ARTIGO: A FESTA DE SUA MAJESTADE, O POVO

Por Leonardo Bruno

A Semana Santa já vai ter passado, a Quaresma terminado, o clima estará mais ameno. Os marcos temporais serão totalmente diferentes: escolas e faculdades estarão aplicando as primeiras provas do semestre; a maioria da população já vai ter entregue o Imposto de Renda (alô, atrasadinhos!); e até já saberemos quem será o campeão do Big Brother – o que atualmente é assunto de interesse nacional. Por mais fora de propósito cronológico que possa parecer, a partir do dia 20 de abril voltaremos à Avenida para aplaudir o desfile das escolas de samba. Mas, afinal, o que teremos no meio do outono será “Carnaval”? Muitos defendem que sim, encarando o fato como uma simples transferência de datas para que se reviva o espírito momesco. Outros se apegam às tradições a ao calendário cristão para determinar: Carnaval é só em fevereiro; o que viveremos agora é apenas um “evento isolado” no Centro da cidade. 

Mas a verdade é que essa pergunta não pode ser respondida. Não agora. Não por nós. Porque só quem tem legitimidade para dirimir esta dúvida é o dono do Carnaval: o povo. É o povo – e só ele – quem decide se vai ter Carnaval ou não. É quem se investe do espírito carnavalesco e faz aqueles dias serem de inversão, de desvario, de fuga da realidade. Não é o calendário frio, página em branco pendurada na parede, que determina quando o povo se entregará aos deuses da folia.

O contrário já ficou provado. Em 1896, questões sanitárias obrigaram a transferência da celebração de fevereiro para junho, mas a cidade festejou nas duas datas. Em 1912, por conta da morte do Barão do Rio Branco, o governo federal adiou as festividades, em respeito ao luto do país. No primeiro dia de Carnaval, até verificou-se alguma comoção, visto que as pessoas realmente admiravam o barão. Mas, no segundo, os cariocas aos poucos foram saindo de casa e logo se viu uma cidade em pleno estado de celebração – espantando a tristeza com festa, como fazemos há quase 400 anos. E ninguém se furtou a ir às ruas novamente em abril: na data oficial estipulada pelas autoridades, os foliões se esbaldaram, mostrando que, se um Carnaval é bom, o segundo é melhor ainda.
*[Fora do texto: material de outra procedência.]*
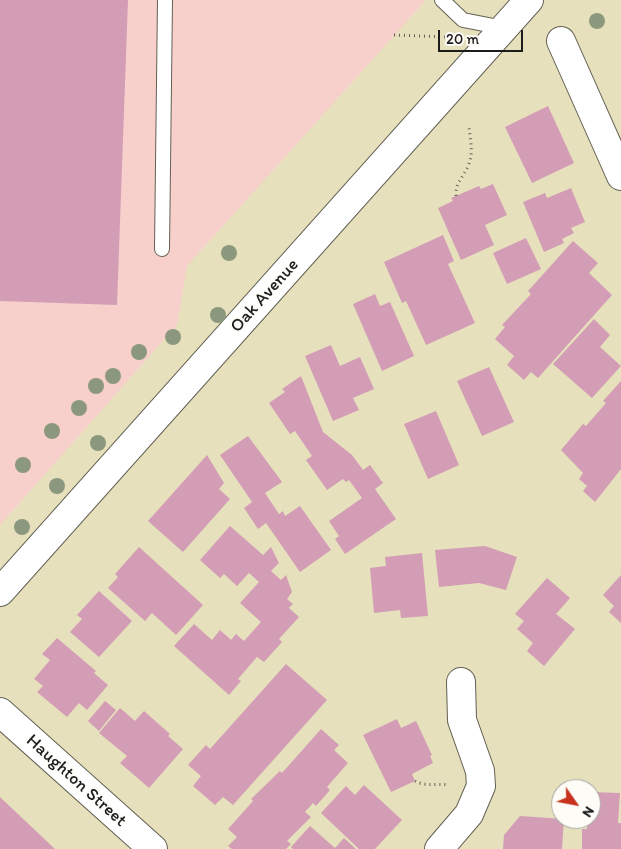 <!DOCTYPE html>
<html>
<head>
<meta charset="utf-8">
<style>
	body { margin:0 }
	#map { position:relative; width:621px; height:849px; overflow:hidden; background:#e7e0bd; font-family:Itim,sans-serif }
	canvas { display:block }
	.north { position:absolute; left:551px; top:779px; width:50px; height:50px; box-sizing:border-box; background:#fdfcf7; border:1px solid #a3a29f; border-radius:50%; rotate:123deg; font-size:14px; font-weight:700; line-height:20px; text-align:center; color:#1c1c1c }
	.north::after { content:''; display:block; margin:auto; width:18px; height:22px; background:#c8321e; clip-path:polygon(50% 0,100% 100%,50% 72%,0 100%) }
	.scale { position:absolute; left:438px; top:30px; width:85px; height:22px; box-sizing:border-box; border:2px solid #1c1c1c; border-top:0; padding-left:6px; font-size:15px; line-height:18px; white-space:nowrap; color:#1c1c1c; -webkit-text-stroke:4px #fdfcf7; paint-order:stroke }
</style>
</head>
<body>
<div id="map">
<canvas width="621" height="849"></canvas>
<div class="north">N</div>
<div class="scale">20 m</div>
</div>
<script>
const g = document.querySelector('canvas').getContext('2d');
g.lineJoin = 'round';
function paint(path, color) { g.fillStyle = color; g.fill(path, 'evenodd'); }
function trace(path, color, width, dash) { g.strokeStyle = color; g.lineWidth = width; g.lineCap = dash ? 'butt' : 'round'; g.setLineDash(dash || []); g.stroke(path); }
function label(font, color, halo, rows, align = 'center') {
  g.font = font + ' Itim,sans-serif'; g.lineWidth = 4; g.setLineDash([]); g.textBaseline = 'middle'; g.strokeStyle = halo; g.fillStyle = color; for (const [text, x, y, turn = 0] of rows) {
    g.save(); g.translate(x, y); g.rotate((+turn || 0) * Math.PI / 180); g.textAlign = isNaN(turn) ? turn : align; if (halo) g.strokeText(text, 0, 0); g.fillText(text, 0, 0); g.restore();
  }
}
paint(new Path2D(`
	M0,0H426L187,266L177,325L0,525Z`), '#f7d0cc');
paint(new Path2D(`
	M0,0H128L117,305L0,301Z
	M548,106L574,163L532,183L505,127Z
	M493,184L507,215L485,225L494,245L461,260L438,208L453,201L451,198L479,186L481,189Z
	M571,188L585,222L571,228L574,233L562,239L564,243L544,252L523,202L545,193L547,198Z
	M443,235L454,261L448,264L475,323L426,345L406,301L402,303L384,262Z
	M526,238L541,269L507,284L493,253Z
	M573,241L598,263L589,273L612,295L538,378L531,372L524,380L507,365L514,356L495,339L505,327L502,325L531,294L528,291Z
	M375,294L380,306L390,302L414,356L382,371L353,304Z
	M594,319L610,335L600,347L621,366L592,398L553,364Z
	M331,345L340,366L360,357L374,389L353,398L359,410L333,421L305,356Z
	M489,367L514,422L482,436L457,381Z
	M301,376L323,432L352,455L363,470L370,465L383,483L375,489L396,519L345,554L335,539L339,536L329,521L362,498L349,480L346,482L343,479L327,490L306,460L312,456L295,431L290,434L269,403L285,392L282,389Z
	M621,381V469L595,502L583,491L587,486L579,479L583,473L561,450L583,424L586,426L606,403L603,401Z
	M436,411L459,465L428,479L404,424Z
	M248,436L282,482L265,493L279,514L283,511L285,516L300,506L331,550L300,572L266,523L258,529L244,508L252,502L220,455Z
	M207,455L224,483L219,489L230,499L183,552L148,521Z
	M230,526L263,555L271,547L279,563L271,571L281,580L286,575L292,592L287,599L293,604L289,608L299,617L279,639L282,642L264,662L257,657L238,679L241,681L229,695L174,646L194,624L212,640L220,630L231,640L236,634L244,641L261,622L240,603L259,582L249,573L237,586L224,574L220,578L200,560Z
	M485,546L517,557L506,590L479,583L439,587L435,550Z
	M139,547L203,605L176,635L152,613L145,621L108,588L118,577L115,574Z
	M422,553L428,616L401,618L400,610L374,613L370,568L386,566L385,557Z
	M621,575V623L609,612L614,606L603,595Z
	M547,578L570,598L556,614L575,629L544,666L527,651L533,643L517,629L524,621L515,614Z
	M99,591L132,621L99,657L70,632L82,619L77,615Z
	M57,638L96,671L94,673L108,685L87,710L79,703L67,717L37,692L43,686L34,679L50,660L42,654Z
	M286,664L327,700L233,805L223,797L215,805L193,786L201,776L188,765L206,745L210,749Z
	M105,701L116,710L99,731L88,721Z
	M120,708L135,721L144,711L170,734L168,736L183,749L149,788L120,763L127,756L99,733Z
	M397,719L401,728L416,721L432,755L430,756L433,763L412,774L415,781L391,792L363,735Z
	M321,729L339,745L334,750L348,763L327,787L330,790L316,806L313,803L305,812L311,817L287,841L291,844L286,849H232L228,846L237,837L228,829L253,801L251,799L280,771L282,773Z
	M364,785L402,820L375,849H359L321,813L346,786L355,795Z
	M591,792L620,793L618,823H621V849H582V829H587V819H591Z
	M0,797L55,849H0Z
	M520,816L564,819L562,849H503L504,835Z
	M310,826L335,848L344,838L356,849H293L291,847Z`), '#d29db5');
const lane = new Path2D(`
	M442,0L463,20L504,28
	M162,249L165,0`);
const street = new Path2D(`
	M561,41L621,176
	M0,592L529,0
	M0,712L153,849
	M439,849L469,814L481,786L480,771L462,720L461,682`);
trace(lane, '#636154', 16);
trace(street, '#636154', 30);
trace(new Path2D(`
	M394,35L448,37
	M456,196C455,183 463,178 468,166C474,154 470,139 469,126
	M415,781C426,787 436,783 448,785`), '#636154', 3, [1, 4]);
trace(lane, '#fff', 14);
trace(street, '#fff', 28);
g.fillStyle = '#8c987d';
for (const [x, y] of [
	[597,21],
	[229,253],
	[218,315],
	[173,337],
	[139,352],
	[113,376],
	[96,386],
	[79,408],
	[52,431],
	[98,443],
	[23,465],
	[57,486],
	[22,527]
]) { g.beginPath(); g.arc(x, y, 8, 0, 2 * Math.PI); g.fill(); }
label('18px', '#1c1c1c', '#fdfcf7', [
	["Oak Avenue",265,296,-48],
	["Haughton Street",76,781,42]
]);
</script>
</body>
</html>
O Marechal Hermes da Fonseca, presidente da República à época, tinha essa compreensão. Antes de baixar o decreto adiando o Carnaval (pressionado por setores do governo), ele havia feito declaração emblemática à imprensa, que o questionava acerca do possível cancelamento: “A festa é do povo. É ao povo que cabe adiar ou não o Carnaval”.

E para quem achava que o povo sempre iria decidir pelo não-adiamento, festeiros incorrigíveis que somos, o ano de 2021 deu uma mostra de que, quando se faz necessário, o povo se recolhe. A pandemia do coronavírus nos assustava com altos índices de letalidade, a vacinação ainda não era uma realidade para a esmagadora maioria da população, e em fevereiro do ano passado vimos um país inteiro se recolher nos dias de folia. Jogo jogado, nos conformamos de que só em 2022 seria possível tirar a fantasia do armário. Agora, mesmo com restrições impostas pelo poder público, o povo se manifestou e mostrou que a situação era diferente. Blocos clandestinos tocaram suas marchinhas, festas fechadas abundaram, amigos não deixaram de se encontrar ao som da batucada. De alguma forma, a cidade se recusou a deixar o espírito carnavalesco adormecido. Neste abril, teremos a oportunidade de ver se 1896 e 1912 se repetirão. Novamente, é sua-majestade-o-povo quem vai se impor. Se a cidade mantiver seu fluxo normal de funcionamento durante a semana do dia 20, apenas contando com as interdições de trânsito no Centro e a mudança na programa televisiva para a transmissão dos desfiles, estaremos diante de um evento isolado, pontual, casualmente tendo como palco a Marquês de Sapucaí e envolvendo as escolas de samba. Mas se a proximidade dos desfiles contagiar o povo e ele resolver tomar as ruas com suas fantasias, seu espírito contestador, esquecendo das agruras e celebrando a vida, o recado estará dado. Seremos mais de mil palhaços felizes no salão, entre confetes e serpentinas, cantando para os ventos de abril: “Não me leve a mal, hoje é Carnaval”.